Most concerningly, global aid cuts threaten the lives of those who had relied on institutions such as USAID for healthcare. In a study published by the Lancet Medical Journal in the wake of the cut announcement, upwards of 14 million people could potentially die if the cuts were to go ahead, with the effects being comparable to an erosion of two decades' worth of progress in public health. Immediate effects could be seen in a BBC report at a refugee camp in Kakuma, Kenya where rations, funded by USAID, were slashed in an effort to cut costs. This has led to hundreds of thousands of refugees, the majority of whom are escaping famine and a brutal civil war in Sudan, slowly starving with no prospect of their situation improving. Additionally, according to GAVI research, 75 million children will be deprived of access to life-saving vaccinations, leading to the deaths of over 1.2 million children from easily preventable diseases. The ripple effects of a rise in cases of these diseases are also not in the interest of Western nations, with global health crises putting citizens of the entire world at risk. Strictly financially speaking, foreign aid is a huge expense. But these recent cuts have shown the impact that accelerated decisions can have in a world built around these aid dynamics; a sustained lack of funding will lead to potentially fatal consequences for millions across the world.
In the wake of a global trend of foreign aid cuts led by the U.S., some nations are bracing for impact and preparing for an era of greater self-reliance – and some are looking to fill the gap. The absence of USAID leaves a vacuum that Russia and China may be looking to fill in; but their motives point beyond providing healthcare and education. Perhaps the clearest example of this is China’s Belt and Road Initiative which may occupy the space left by USAID in the geopolitical world. The project aims to boost China’s prominence on the world stage through the funding of infrastructure projects globally. However, in reality, it has been also labelled as a debt trap designed to keep nations reliant on Chinese money. A report from the Associated Press outlined the international scale of this phenomenon, citing numerous examples of China seizing assets and crippling economies to maximise its financial gain, with the nations most in need losing out. An example of this is the Republic of Ghana which, just a couple of years ago, had to grapple with the threat of losing its control over energy and mineral resources due to being unable to repay its foreign debt.
Whilst still causing a level of economic reliance, the bulk of USAID’s work was awarding grants to other nations or the funding of projects, to ensure that nations wouldn’t build up debt as a result of the organisation's work. Conversely, Chinese loans have been almost exclusively given to low or middle income countries with little transparency on details in the public domain and a tendency to have higher interest rates and shorter repayment times than loans from Western lenders. This has led to significant allegations of predatory behaviour from China and raises concerns regarding the sustainability of the new global aid infrastructure in a post-USAID world.

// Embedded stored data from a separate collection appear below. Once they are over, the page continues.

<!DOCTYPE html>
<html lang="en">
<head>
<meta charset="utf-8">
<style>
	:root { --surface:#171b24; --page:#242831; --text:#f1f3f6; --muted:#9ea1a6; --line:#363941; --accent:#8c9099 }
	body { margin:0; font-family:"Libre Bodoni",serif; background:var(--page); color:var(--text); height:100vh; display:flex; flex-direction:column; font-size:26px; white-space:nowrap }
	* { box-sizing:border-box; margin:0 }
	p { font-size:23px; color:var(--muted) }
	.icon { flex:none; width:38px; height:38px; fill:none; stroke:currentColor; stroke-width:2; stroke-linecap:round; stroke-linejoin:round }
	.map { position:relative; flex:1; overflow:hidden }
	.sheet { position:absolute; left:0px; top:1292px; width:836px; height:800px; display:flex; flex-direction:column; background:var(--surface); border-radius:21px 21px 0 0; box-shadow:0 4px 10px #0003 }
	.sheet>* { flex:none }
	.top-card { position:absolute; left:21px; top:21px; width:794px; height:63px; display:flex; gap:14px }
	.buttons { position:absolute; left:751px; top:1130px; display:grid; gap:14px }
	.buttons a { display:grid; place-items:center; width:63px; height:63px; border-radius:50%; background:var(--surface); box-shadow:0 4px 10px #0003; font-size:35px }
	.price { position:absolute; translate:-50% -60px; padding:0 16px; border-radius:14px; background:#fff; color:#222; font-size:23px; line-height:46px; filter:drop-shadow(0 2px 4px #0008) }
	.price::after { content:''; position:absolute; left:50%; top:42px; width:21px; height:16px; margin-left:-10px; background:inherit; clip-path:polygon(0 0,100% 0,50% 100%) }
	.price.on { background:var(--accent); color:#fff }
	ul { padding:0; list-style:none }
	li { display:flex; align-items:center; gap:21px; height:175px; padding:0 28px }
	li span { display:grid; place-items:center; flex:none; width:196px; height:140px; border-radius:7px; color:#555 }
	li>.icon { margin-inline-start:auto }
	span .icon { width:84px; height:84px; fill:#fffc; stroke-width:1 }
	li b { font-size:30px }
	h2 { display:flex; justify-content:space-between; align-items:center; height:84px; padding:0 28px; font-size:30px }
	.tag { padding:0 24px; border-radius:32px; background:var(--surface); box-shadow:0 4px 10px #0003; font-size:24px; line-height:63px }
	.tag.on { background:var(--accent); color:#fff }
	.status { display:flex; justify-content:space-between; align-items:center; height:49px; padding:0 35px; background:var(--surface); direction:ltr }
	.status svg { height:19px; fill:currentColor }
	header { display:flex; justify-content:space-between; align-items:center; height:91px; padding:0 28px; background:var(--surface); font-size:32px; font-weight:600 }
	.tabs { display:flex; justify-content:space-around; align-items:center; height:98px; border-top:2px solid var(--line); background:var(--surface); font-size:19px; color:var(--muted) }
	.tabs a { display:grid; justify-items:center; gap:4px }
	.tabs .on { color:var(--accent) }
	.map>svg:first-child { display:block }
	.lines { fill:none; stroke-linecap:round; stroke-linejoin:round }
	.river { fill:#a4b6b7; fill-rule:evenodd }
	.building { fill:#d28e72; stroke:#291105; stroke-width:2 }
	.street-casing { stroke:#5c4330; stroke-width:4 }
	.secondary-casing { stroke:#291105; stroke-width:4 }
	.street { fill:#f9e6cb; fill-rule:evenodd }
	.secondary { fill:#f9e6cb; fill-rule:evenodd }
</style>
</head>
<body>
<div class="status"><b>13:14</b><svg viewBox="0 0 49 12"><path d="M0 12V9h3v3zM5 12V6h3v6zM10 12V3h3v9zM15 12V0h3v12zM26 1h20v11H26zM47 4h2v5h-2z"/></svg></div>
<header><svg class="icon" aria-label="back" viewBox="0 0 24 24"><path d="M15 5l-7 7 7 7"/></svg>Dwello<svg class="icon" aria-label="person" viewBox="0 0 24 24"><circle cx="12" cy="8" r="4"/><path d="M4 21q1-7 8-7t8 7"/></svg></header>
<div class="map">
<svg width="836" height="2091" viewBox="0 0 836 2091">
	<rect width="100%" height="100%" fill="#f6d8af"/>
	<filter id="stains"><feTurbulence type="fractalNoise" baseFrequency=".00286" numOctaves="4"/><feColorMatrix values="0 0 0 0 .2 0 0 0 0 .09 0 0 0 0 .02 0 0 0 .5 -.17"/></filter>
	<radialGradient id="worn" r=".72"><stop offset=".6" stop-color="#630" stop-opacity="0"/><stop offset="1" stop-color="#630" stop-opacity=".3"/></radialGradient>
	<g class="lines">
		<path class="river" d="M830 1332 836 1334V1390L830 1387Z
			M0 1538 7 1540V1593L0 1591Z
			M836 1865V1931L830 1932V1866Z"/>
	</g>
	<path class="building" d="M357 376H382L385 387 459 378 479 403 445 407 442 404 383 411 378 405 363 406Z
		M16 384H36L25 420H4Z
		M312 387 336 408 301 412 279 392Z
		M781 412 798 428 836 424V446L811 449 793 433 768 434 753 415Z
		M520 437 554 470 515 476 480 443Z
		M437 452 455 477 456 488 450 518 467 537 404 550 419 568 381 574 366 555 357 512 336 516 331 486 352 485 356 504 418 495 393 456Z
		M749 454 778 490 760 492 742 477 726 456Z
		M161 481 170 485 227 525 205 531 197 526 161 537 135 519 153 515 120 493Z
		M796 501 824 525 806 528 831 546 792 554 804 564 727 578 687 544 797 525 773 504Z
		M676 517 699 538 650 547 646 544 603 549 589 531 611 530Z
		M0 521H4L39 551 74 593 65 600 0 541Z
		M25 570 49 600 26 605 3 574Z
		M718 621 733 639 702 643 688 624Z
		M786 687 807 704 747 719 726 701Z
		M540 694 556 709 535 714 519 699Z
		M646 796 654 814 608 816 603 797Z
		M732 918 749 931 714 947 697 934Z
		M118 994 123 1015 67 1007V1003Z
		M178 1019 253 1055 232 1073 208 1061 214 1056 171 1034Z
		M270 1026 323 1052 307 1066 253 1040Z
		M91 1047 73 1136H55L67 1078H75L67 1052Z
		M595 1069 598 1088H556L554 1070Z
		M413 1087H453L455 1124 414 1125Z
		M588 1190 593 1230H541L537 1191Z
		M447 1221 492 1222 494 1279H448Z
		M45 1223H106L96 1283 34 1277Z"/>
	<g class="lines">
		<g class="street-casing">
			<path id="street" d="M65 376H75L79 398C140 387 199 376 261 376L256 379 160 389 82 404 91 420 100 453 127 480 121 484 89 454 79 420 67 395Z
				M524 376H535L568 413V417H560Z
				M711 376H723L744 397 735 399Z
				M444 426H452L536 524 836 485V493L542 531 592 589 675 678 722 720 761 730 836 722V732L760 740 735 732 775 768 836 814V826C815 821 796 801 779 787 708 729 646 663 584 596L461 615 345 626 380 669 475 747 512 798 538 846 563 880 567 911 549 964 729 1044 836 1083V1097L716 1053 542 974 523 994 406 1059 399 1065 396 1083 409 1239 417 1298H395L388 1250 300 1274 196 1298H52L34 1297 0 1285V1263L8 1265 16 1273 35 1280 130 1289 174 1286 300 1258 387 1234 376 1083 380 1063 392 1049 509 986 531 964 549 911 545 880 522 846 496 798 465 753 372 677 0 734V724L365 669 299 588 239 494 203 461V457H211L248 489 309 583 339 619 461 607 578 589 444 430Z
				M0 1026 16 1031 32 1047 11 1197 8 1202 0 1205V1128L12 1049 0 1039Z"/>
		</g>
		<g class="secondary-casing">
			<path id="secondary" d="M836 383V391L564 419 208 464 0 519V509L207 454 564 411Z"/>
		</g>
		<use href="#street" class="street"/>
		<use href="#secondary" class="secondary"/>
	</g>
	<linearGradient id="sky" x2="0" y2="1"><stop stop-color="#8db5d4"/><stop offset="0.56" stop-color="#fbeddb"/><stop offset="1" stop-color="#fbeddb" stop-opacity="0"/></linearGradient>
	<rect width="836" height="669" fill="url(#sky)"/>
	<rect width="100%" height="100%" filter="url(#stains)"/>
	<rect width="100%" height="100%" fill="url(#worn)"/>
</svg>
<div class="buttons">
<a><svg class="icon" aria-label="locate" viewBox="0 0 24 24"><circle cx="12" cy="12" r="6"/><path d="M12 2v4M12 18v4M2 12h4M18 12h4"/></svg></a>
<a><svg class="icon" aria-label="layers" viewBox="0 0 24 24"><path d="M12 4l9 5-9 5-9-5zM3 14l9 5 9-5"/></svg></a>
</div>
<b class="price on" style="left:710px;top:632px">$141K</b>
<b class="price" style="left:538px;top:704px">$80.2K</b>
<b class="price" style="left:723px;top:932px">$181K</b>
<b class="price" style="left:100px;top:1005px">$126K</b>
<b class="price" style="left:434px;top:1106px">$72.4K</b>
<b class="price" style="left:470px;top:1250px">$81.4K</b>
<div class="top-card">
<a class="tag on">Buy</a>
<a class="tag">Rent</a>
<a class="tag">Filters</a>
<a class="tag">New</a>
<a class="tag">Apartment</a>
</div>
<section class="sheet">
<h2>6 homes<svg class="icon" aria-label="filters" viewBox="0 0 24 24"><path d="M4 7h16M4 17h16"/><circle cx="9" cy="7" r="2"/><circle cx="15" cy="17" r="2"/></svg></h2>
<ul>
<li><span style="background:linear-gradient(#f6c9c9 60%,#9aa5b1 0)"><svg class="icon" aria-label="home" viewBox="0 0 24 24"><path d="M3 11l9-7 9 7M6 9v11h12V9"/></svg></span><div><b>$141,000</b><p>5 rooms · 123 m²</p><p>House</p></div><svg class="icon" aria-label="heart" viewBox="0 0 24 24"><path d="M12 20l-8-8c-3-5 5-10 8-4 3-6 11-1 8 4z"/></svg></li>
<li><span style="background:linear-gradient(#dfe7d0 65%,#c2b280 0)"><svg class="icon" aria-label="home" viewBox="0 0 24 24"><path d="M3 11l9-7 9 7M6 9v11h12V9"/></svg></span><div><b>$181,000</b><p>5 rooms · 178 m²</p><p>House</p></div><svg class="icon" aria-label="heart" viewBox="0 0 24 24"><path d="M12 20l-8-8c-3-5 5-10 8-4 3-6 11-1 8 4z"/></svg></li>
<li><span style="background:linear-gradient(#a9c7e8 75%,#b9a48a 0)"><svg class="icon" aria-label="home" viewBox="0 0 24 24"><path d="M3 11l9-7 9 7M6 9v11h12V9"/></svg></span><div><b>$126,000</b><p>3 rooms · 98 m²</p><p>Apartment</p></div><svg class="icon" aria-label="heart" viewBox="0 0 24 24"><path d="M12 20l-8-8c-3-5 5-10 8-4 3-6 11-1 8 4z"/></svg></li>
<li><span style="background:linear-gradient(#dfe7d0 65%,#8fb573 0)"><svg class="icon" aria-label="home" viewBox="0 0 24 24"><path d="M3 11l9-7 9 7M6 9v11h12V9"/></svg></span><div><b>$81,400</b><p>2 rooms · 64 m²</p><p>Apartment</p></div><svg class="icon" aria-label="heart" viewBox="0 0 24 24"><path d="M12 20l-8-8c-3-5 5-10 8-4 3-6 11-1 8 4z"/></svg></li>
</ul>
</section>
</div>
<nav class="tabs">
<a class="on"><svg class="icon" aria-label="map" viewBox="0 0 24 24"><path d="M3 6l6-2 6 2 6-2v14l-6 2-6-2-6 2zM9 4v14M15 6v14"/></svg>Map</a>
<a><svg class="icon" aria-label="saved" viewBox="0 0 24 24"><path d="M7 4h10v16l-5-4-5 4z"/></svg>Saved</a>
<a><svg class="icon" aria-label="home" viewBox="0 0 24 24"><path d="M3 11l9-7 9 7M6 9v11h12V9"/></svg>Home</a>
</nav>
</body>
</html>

To conclude, foreign aid spending goes far beyond being a tool to maximise a state's political power; it is a necessity for ensuring an equitable world. In many developing nations, a lack of resources and infrastructure around access to life-saving necessities demands a system such as foreign aid be put in place. USAID served a key role in providing sustenance and healthcare globally; its closure will cost lives and deprive millions of access to commodities we take for granted in the Western world. It’s clear that the aid cuts enacted by the current Trump administration will have lasting effects, rewinding the progress of global healthcare and shifting geopolitical tides.